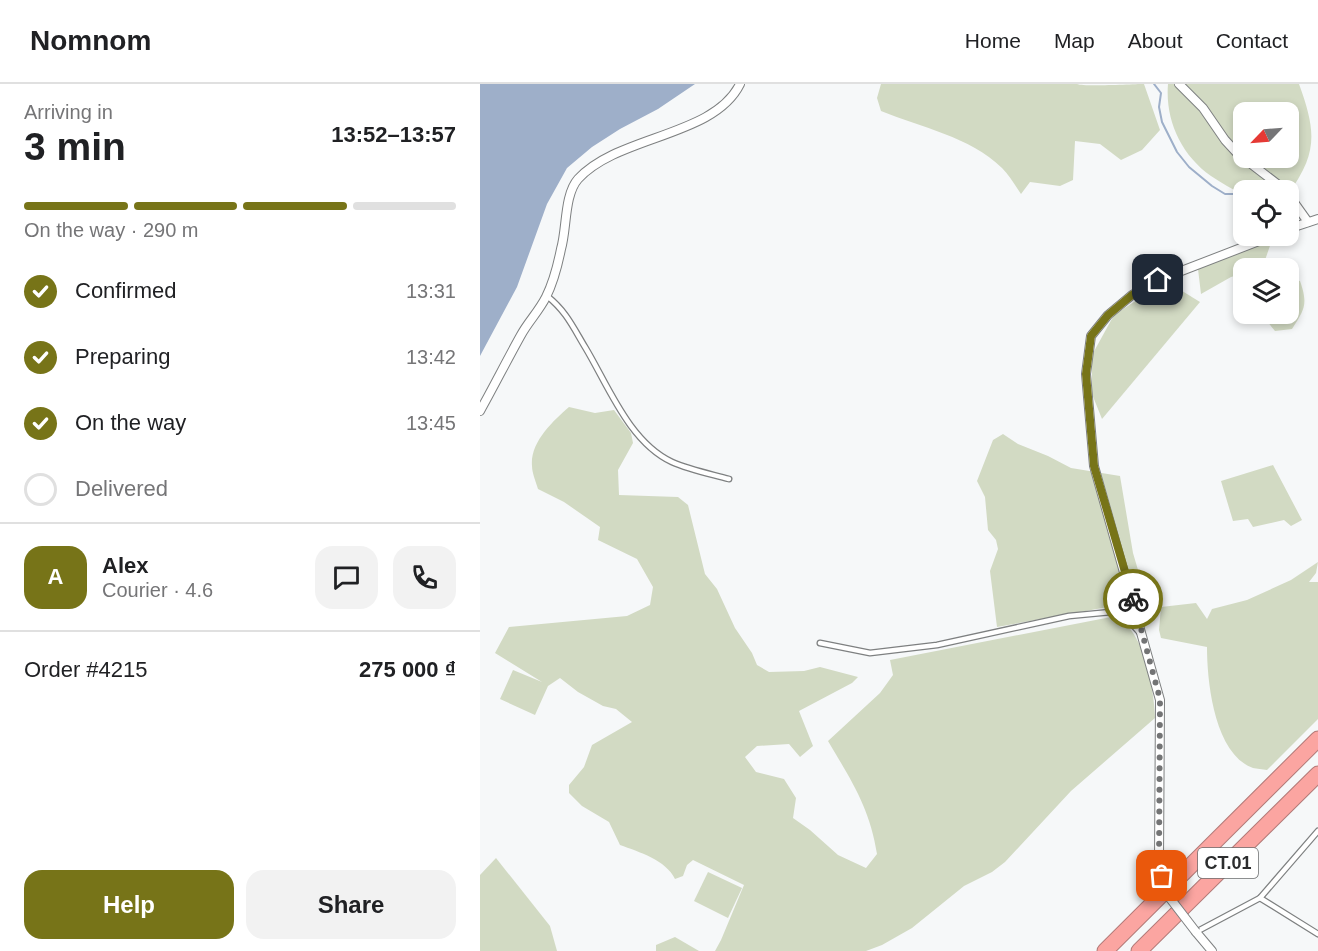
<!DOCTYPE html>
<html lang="en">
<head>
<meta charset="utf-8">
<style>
	:root { --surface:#fff; --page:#f2f2f2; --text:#202124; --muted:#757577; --line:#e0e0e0; --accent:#777418 }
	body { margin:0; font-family:Arial,sans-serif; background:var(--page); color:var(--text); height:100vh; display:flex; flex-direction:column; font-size:22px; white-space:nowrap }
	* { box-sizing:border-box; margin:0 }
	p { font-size:20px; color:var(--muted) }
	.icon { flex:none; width:33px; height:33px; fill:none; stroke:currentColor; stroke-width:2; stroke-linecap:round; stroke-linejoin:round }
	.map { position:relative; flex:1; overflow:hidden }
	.sheet { display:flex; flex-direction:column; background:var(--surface); width:480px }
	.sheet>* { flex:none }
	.needle { width:39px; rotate:245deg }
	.tools { position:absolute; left:753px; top:18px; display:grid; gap:12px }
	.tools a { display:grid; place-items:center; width:66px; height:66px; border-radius:12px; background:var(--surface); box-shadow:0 3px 9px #0003; font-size:30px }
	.pin { position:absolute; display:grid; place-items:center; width:51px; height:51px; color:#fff; margin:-26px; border-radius:12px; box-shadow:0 3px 9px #0006 }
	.courier { position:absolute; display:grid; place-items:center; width:60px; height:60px; margin:-30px; border:4px solid #777418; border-radius:50%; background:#fff; color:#222; box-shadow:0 2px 8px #0007 }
	.overview em { font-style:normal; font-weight:600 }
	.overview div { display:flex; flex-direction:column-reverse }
	.overview { display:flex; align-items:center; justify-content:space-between; height:102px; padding:0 24px }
	h1 { font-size:39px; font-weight:600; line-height:45px }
	.bar { display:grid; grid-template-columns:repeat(4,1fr); gap:9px 6px; align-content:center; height:72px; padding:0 24px }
	.bar i { height:8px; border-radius:4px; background:var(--line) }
	.bar .on { background:var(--accent) }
	.bar p { grid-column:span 4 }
	.line { display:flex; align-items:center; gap:15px; padding:0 24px; border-top:2px solid var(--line) }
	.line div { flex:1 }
	.round { display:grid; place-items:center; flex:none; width:63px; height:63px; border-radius:18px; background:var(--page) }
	ol { padding:0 24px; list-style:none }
	li { display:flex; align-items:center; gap:18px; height:66px }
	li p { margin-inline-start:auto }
	li .icon { padding:6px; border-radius:50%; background:var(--accent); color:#fff; stroke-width:4 }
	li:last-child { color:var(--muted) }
	li i { width:33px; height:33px; border:3px solid var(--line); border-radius:50% }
	.action { display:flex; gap:12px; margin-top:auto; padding:12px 24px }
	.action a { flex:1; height:69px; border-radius:18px; background:var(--accent); color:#fff; font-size:24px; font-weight:600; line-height:69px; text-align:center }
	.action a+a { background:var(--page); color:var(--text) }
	header { display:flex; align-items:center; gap:36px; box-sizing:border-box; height:84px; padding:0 30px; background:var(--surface); border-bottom:2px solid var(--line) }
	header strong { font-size:28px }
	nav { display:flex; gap:33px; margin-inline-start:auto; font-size:21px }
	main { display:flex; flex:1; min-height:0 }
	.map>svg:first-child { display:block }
</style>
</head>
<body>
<header>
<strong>Nomnom</strong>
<nav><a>Home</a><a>Map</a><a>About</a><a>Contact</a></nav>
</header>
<main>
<section class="sheet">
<div class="overview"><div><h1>3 min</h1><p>Arriving in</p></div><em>13:52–13:57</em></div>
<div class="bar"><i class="on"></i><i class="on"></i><i class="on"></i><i></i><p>On the way · 290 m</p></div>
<ol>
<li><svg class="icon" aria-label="check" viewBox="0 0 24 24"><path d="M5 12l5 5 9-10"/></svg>Confirmed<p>13:31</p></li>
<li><svg class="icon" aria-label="check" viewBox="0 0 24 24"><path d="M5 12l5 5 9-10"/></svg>Preparing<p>13:42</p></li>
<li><svg class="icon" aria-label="check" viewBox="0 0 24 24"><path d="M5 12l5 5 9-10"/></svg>On the way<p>13:45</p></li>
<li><i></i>Delivered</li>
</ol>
<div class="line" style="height:108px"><b class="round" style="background:var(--accent);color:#fff">A</b><div><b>Alex</b><p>Courier · 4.6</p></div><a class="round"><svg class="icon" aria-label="chat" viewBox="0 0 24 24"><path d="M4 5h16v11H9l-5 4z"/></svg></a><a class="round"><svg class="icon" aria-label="phone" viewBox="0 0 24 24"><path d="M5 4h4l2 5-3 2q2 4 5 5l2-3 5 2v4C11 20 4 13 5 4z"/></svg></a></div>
<div class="line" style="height:78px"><div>Order #4215</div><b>275 000 ₫</b></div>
<div class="action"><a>Help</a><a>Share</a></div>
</section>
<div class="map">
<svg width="838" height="867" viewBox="0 0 838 867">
	<rect width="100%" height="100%" fill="#f6f8f9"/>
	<g fill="#d2dac3" fill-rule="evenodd">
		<path d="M401,0H597C604,3 652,0 664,0L680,46L662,66L641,76L620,60L595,57L593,96L580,102L550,98L541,110C535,101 529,91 522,84C489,52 442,44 401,27L397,14Z"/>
		<path d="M819,0C836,47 838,68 809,109L808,106H764L763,111C753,105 741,99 731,92C701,71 685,36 688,0ZM764,28H808V74H764Z"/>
		<path d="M792,156L784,179L791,184H764L763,190L751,193L721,210L718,185Z"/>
		<path d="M809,194L820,197C828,220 825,225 812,245L795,247L781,230H808Z"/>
		<path d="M686,197L720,218L622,335L612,310V271L634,231Z"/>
		<path d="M89,323L115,329L134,326L151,349L153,359L138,386L139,411L198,413L208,421L225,490L237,505L255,544L272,569L277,581L289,588L324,587L340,583L378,593L372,599L319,627L333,662L320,673L309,660L277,662L265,673L276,688L304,695L316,714L313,734L330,746L358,771L386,784L397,770C390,724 371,696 348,657L400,609L413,591L410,576L631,533C637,537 647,540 651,546C667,568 674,607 675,634L591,707L525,778L512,788L484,802L432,844L402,861L386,867H235L241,856L264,801L213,776L207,781L203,792L195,795C186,776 159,768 140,761L129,738L102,722L89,709V701L104,683L112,661L152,638L136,625L123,622L98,608L80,594L68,602L55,631L20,615L33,586L62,598L15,569L29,543L147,532L170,521L173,503L157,475L118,456L120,443L84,418L58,405C56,398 52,389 52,382C50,358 73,337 89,323Z"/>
		<path d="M523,350L538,360L568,372L591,384L640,392L653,469L658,486V497L651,508L639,518L628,523L517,543L510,487L518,465L516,456L508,446L505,413L497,397L513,356Z"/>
		<path d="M793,381L822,436L811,442L804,436L773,443L768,435L753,437L741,397Z"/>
		<path d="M838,478L836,489L829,498H838V635L787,686C782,685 777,685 773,684C734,670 727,597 727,563L681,554L679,546L681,523L716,519L727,535L732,525L767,516L811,496Z"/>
		<path d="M16,774L70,842L77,867H0V791Z"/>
		<path d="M228,788L262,804L248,834L214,817Z"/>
		<path d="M195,853L219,867H176V861Z"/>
	</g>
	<path fill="#9eafc9" d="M0,0H215L178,25L140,45L112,63L87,84L67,120L37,203L0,272Z"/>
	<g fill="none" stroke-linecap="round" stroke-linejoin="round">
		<path stroke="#9eafc9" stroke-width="2" d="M674,0L681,9L679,23L682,38L697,68L709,83L732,102L745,110H764"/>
		<g stroke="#7e8081" stroke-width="7">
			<g id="lane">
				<path d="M67,212C86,227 93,243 105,263C128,301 149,358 192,378C210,386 231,390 249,395"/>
				<path d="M340,559L390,569L457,561L589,532L631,528L650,538L659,548"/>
				<path d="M780,814L838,850"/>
				<path d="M716,848L780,814L838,747"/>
			</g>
		</g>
		<g stroke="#7e8081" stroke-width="10">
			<g id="street">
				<path d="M699,0L723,24L745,56L757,69L805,106"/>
				<path d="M808,110L828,138"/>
				<path d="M808,145L838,135"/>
				<path d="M0,327C14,302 27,276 41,251C48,238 59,227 66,213C73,199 78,180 81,165C87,145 84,111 98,95C138,51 234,53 260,0"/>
				<path d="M686,808L679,776L680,616L614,382L606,290L611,252L628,231L652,211L678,196L792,152"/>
				<path d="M716,848L732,867"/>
			</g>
		</g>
		<g stroke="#b37b79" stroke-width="17">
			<g id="highway">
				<path d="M625,867L838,655"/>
				<path d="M659,867L838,690"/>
			</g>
		</g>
		<use href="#lane" stroke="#fff" stroke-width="4.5"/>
		<use href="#street" stroke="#fff" stroke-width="8"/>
		<use href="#highway" stroke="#fba5a1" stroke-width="15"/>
		<g stroke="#7e8081" stroke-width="10" stroke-linecap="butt">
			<path id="street-bridge" d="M686,809L716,848"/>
		</g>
		<use href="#street-bridge" stroke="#fff" stroke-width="8"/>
	</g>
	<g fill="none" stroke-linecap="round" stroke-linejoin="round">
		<path stroke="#737475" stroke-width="6" stroke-dasharray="0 10.8" d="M653,515L680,615L679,776L682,792"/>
		<path stroke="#777418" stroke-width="8" d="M653,515L614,382L606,290L611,252L628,231L652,211L678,196"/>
	</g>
	<g text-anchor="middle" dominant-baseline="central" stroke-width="5" stroke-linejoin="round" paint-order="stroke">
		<rect fill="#fff" stroke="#6b6c6d" stroke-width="1.5" x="718" y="764" width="60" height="30" rx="4.5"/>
		<g font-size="18" font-weight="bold" fill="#2c2d2e">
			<text x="748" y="779">CT.01</text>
		</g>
	</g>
</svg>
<div class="tools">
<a><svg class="needle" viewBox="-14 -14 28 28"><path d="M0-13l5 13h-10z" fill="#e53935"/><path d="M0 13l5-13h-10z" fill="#757577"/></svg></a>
<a><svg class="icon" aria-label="locate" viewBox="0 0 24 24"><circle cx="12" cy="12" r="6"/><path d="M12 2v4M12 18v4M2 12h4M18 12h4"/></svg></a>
<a><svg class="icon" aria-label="layers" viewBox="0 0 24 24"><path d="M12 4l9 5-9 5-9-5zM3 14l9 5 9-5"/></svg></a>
</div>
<div class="pin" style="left:682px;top:792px;background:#ea580c"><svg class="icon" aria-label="bag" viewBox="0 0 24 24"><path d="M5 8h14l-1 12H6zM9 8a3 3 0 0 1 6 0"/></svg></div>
<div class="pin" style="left:678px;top:196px;background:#1f2937"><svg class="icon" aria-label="home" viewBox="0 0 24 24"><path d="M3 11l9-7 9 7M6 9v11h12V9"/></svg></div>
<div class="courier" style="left:653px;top:515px"><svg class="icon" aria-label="bike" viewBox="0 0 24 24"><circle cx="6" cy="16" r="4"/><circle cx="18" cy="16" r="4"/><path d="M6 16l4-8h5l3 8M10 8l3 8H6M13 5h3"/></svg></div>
</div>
</main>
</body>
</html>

**Task brief**
In the listing above, find each line with the word "sheet" and copy it.

**Exercise solution**
	.sheet { display:flex; flex-direction:column; background:var(--surface); width:480px }
	.sheet>* { flex:none }
<section class="sheet">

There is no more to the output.